## RECORDS FOR THE EXERCISE

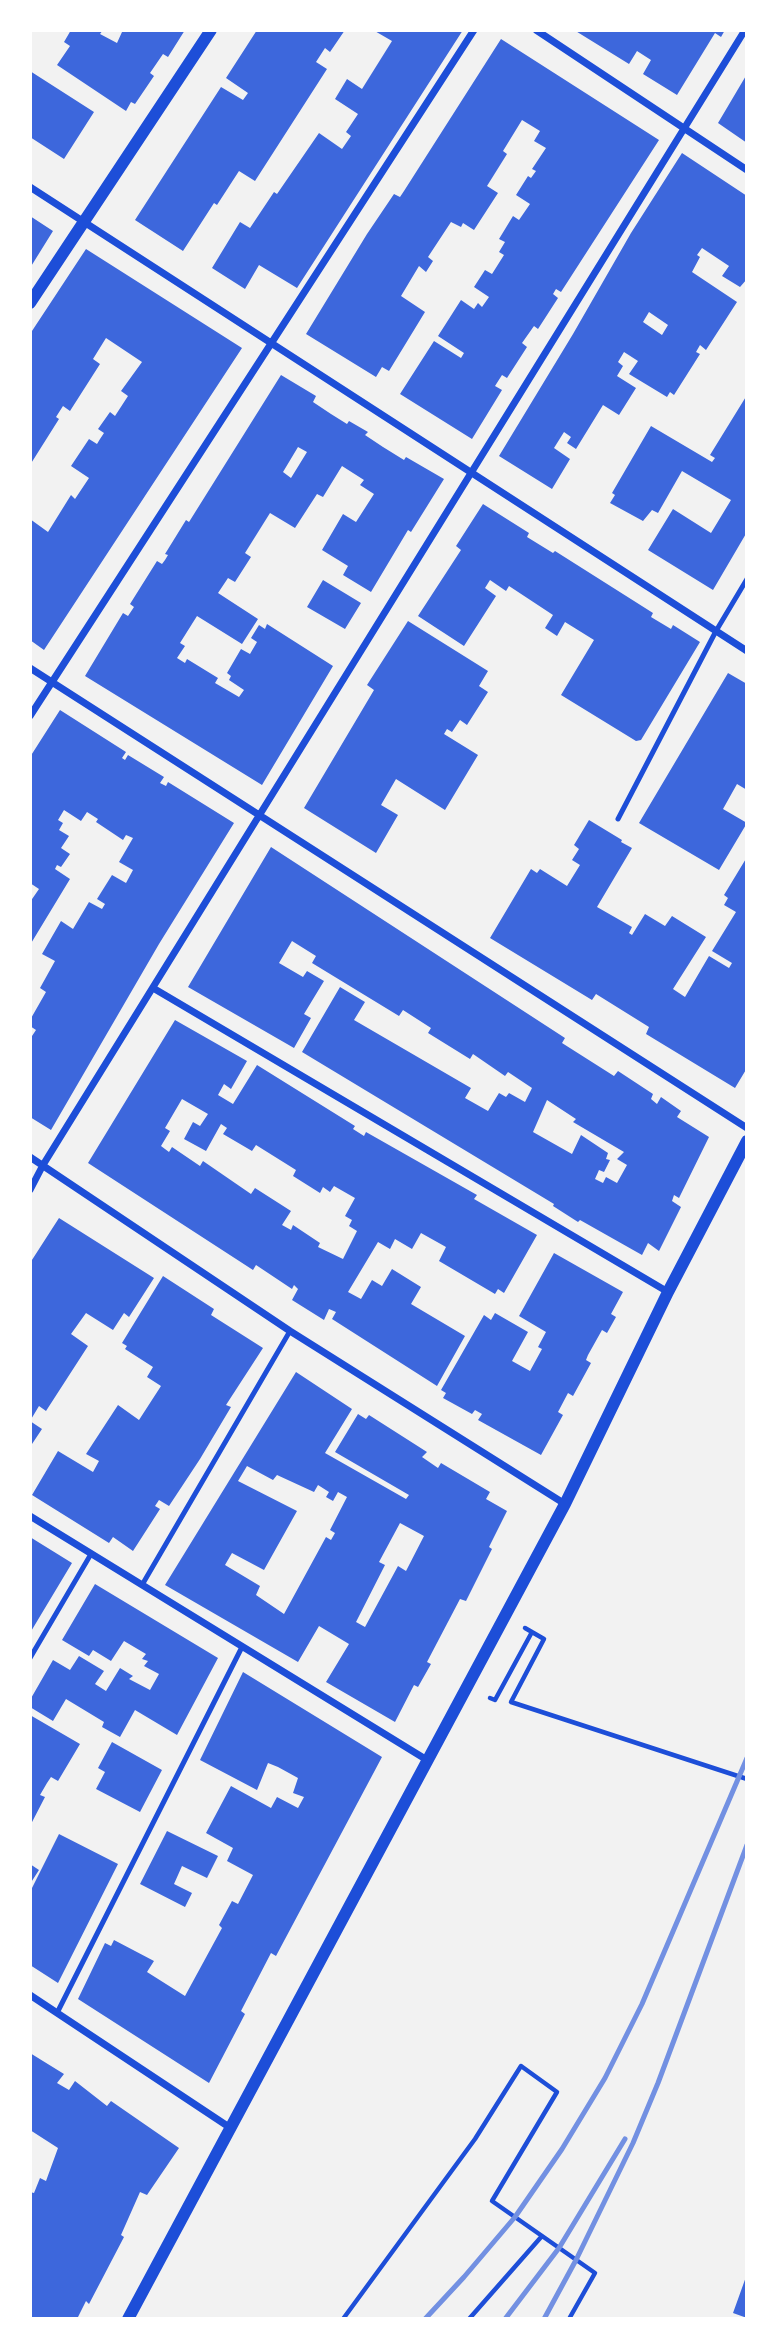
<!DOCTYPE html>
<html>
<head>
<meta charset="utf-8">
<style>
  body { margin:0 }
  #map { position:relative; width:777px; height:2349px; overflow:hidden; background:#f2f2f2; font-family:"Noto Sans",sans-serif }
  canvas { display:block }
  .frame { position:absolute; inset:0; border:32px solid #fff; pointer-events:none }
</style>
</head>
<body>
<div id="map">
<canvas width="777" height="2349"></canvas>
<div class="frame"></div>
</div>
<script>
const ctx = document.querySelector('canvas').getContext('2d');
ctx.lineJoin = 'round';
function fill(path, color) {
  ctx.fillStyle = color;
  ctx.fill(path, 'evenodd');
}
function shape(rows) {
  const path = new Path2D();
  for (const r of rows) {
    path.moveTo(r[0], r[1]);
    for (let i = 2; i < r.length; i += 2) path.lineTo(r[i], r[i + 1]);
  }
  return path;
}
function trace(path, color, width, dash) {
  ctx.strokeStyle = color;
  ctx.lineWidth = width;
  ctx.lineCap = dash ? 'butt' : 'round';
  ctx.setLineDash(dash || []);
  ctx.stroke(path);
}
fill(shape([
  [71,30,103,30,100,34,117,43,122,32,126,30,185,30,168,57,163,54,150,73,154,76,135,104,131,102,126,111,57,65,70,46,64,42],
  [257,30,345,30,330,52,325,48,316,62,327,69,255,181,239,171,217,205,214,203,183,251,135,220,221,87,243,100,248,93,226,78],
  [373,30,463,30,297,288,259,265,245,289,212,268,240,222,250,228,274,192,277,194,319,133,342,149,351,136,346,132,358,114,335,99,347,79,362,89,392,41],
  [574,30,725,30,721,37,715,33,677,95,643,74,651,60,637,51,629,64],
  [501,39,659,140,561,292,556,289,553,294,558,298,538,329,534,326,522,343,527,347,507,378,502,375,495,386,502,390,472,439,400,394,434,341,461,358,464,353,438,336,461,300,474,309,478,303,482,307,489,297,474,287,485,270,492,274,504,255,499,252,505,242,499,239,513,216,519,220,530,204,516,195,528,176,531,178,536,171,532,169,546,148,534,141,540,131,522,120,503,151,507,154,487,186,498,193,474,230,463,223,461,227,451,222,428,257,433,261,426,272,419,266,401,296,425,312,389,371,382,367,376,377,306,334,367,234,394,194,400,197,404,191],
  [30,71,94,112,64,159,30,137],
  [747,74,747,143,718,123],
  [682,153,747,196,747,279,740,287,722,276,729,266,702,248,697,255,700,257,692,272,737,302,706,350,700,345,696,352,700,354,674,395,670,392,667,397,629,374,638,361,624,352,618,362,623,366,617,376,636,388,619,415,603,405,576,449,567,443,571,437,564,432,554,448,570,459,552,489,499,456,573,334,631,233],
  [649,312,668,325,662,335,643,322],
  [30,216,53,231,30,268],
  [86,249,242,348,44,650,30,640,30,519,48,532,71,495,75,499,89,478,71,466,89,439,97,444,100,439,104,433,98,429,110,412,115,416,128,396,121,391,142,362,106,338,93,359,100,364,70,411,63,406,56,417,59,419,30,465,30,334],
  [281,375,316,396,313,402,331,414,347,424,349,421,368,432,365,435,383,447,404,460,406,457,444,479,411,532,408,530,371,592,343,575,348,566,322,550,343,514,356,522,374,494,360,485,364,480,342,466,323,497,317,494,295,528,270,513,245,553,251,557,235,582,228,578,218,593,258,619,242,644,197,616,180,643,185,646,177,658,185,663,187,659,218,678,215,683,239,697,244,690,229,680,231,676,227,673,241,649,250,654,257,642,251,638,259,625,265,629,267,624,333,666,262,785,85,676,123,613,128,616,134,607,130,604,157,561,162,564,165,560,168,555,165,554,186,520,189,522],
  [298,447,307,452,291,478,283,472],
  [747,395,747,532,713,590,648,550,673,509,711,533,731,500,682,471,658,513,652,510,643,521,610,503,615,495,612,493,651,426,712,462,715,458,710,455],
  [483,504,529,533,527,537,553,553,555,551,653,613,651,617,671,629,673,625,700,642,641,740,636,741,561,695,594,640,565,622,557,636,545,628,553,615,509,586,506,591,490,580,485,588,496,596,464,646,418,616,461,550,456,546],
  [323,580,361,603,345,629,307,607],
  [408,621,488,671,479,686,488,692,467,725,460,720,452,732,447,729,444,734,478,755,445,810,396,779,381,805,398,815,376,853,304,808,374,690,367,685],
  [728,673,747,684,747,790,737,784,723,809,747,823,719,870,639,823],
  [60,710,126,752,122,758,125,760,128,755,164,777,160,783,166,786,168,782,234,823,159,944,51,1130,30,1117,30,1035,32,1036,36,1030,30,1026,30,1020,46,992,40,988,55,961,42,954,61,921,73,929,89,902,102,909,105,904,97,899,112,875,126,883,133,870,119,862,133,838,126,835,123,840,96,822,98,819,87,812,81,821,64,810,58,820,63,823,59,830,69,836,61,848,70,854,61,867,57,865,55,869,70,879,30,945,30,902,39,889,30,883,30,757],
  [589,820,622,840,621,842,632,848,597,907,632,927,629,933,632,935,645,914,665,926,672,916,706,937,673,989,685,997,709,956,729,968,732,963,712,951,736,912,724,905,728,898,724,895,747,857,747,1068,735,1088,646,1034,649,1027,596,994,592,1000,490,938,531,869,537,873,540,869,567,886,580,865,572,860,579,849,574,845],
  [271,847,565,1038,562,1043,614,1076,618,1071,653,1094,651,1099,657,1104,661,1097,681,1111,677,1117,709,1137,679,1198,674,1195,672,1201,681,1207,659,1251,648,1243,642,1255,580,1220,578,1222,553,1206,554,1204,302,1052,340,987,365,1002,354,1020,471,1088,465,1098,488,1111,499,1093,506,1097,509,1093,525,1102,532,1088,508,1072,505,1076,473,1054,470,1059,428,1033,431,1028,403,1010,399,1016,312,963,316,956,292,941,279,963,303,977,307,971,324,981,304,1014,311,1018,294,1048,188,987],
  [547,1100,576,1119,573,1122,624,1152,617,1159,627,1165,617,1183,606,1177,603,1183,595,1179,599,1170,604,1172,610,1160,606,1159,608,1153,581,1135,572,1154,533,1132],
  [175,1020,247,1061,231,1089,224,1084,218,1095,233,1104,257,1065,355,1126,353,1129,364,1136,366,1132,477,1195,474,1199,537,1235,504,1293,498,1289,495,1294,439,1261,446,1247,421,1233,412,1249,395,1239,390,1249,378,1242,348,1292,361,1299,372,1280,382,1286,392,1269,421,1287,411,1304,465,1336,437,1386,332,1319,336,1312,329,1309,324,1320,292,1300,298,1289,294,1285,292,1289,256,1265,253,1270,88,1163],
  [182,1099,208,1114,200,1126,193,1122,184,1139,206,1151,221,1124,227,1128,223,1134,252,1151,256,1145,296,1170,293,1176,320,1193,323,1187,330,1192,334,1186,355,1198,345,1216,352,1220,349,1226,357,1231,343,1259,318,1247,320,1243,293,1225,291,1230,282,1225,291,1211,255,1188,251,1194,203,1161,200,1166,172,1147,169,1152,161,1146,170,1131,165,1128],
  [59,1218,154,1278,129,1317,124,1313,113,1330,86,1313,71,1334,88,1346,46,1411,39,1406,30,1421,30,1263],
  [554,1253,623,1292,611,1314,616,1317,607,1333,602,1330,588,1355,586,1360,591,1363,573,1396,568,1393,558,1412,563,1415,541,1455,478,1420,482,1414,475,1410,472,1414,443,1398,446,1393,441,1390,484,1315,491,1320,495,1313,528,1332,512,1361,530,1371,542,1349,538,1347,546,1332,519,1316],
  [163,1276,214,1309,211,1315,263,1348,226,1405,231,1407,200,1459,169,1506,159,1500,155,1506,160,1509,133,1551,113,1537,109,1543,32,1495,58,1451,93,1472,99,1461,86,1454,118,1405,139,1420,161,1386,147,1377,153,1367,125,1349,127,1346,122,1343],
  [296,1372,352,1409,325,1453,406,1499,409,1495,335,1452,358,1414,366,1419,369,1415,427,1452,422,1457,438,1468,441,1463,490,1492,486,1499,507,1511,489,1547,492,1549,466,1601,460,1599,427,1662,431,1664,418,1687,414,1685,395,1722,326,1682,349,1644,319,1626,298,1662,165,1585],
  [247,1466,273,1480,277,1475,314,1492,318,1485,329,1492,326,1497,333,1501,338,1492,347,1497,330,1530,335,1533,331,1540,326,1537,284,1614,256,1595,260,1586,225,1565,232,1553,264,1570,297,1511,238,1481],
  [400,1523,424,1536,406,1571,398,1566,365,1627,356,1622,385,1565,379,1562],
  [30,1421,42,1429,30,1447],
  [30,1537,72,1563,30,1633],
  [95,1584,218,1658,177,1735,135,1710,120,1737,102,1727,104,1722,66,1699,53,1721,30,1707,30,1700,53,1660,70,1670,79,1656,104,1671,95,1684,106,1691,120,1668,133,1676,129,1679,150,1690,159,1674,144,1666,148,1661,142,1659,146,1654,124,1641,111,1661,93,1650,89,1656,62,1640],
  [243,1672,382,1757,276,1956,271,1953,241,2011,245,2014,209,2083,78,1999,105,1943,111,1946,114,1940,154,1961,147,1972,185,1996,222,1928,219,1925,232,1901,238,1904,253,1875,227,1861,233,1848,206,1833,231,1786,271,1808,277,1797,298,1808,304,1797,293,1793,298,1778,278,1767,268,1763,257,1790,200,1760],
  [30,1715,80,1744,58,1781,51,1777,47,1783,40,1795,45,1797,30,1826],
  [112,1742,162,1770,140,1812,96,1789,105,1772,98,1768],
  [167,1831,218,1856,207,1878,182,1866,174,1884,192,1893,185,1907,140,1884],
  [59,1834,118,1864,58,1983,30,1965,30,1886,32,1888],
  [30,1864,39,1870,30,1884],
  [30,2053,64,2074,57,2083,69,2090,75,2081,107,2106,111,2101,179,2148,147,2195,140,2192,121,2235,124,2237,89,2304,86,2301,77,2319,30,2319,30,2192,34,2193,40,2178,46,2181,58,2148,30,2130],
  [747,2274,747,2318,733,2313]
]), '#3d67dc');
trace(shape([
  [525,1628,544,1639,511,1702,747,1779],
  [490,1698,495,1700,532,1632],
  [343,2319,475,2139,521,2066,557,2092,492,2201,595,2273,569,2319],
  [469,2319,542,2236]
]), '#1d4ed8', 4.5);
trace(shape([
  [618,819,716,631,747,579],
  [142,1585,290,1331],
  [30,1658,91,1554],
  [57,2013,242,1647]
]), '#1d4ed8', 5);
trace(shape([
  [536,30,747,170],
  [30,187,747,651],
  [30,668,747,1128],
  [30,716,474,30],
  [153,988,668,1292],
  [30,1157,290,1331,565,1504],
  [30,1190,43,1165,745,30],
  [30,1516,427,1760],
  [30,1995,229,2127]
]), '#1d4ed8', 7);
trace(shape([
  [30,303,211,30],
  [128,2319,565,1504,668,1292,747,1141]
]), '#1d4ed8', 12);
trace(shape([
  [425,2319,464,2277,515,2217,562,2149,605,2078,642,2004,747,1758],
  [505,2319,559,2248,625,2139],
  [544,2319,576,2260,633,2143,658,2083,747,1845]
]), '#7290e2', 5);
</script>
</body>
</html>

## PROBLEM
Check each line above for the string "const" and copy every line that has it.

## SOLUTION
const ctx = document.querySelector('canvas').getContext('2d');
  const path = new Path2D();
  for (const r of rows) {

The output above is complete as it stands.